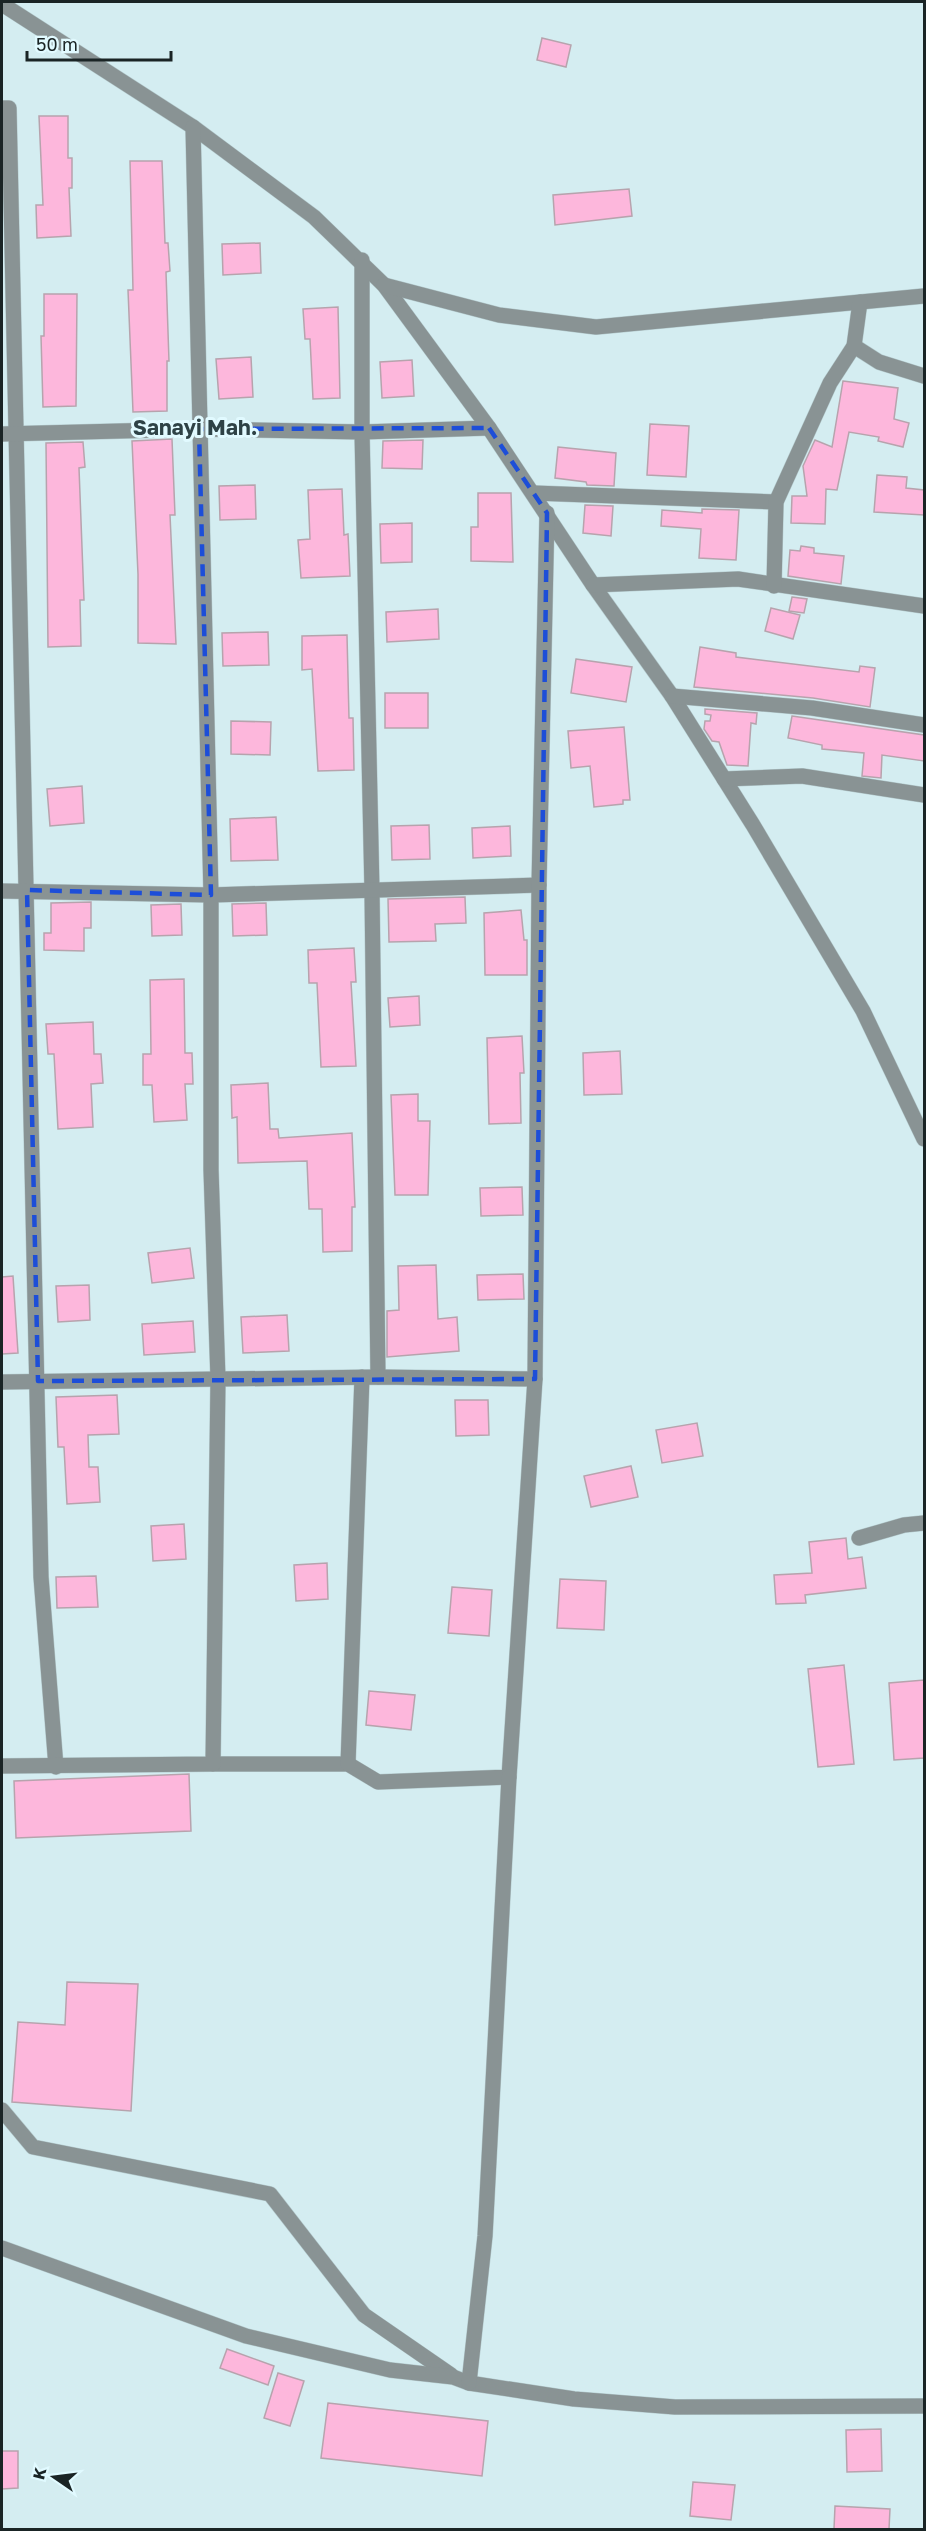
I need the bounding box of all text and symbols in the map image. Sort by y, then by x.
scale bar [27,24,171,62]
text: 50 m [36,33,78,55]
district label: Sanayi Mah. [133,414,257,440]
north arrow [24,2447,84,2507]
text: K [28,2465,51,2481]

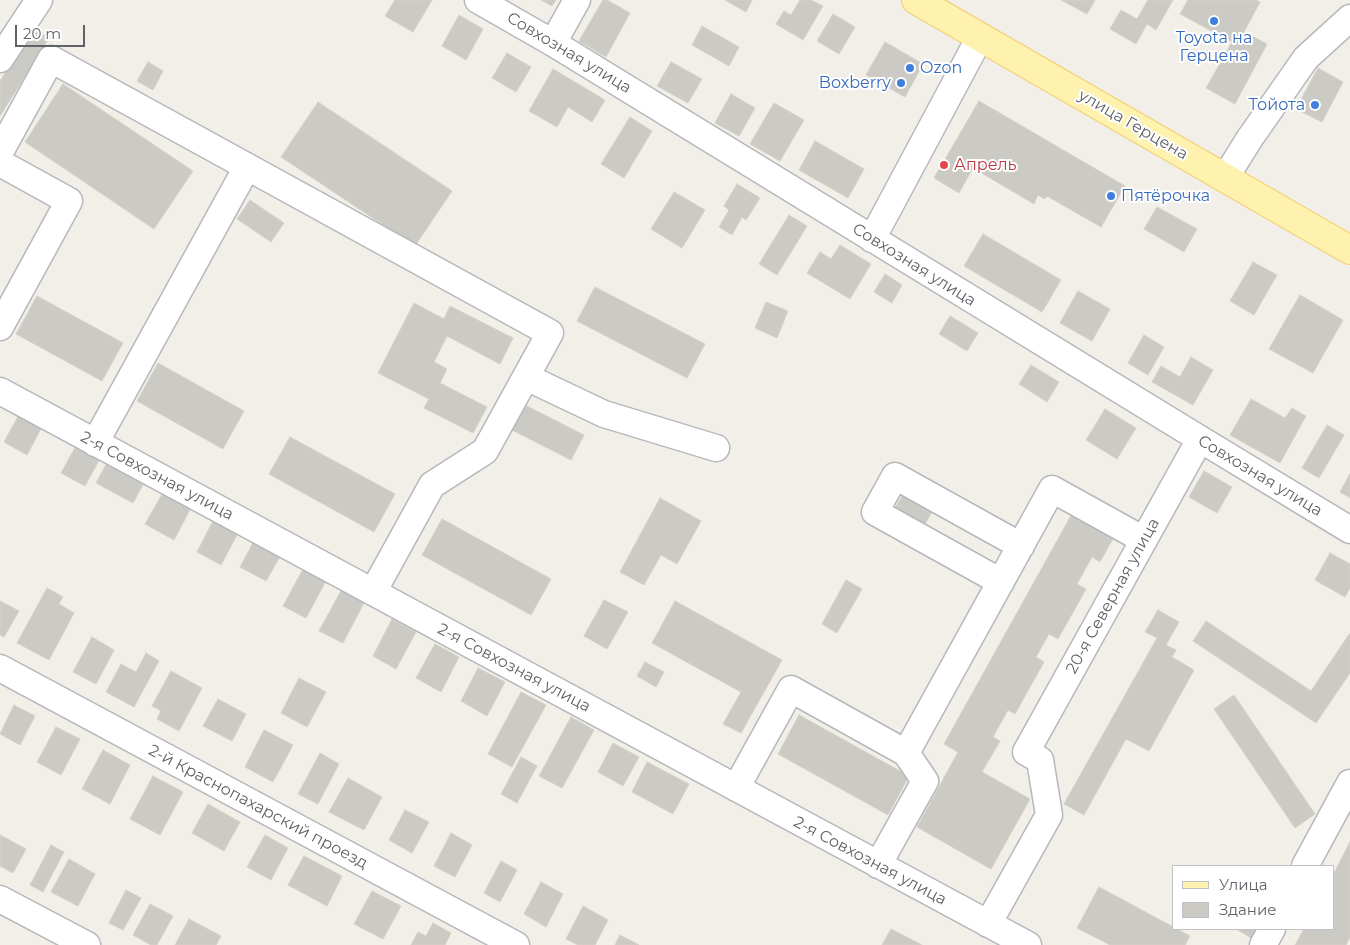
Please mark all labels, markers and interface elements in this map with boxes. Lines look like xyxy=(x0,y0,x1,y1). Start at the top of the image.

__Exercise aim__:
Output all the data above verbatim, leaving out images.

__Output for this exercise__:
I need the bounding box of all text and symbols in the map image. Sort by y, then by x.
scale bar [27,24,171,62]
text: 50 m [36,33,78,55]
district label: Sanayi Mah. [133,414,257,440]
north arrow [24,2447,84,2507]
text: K [28,2465,51,2481]

Please mark all labels, markers and interface elements in this map with boxes. Lines look like xyxy=(x0,y0,x1,y1). Start at the top of the image.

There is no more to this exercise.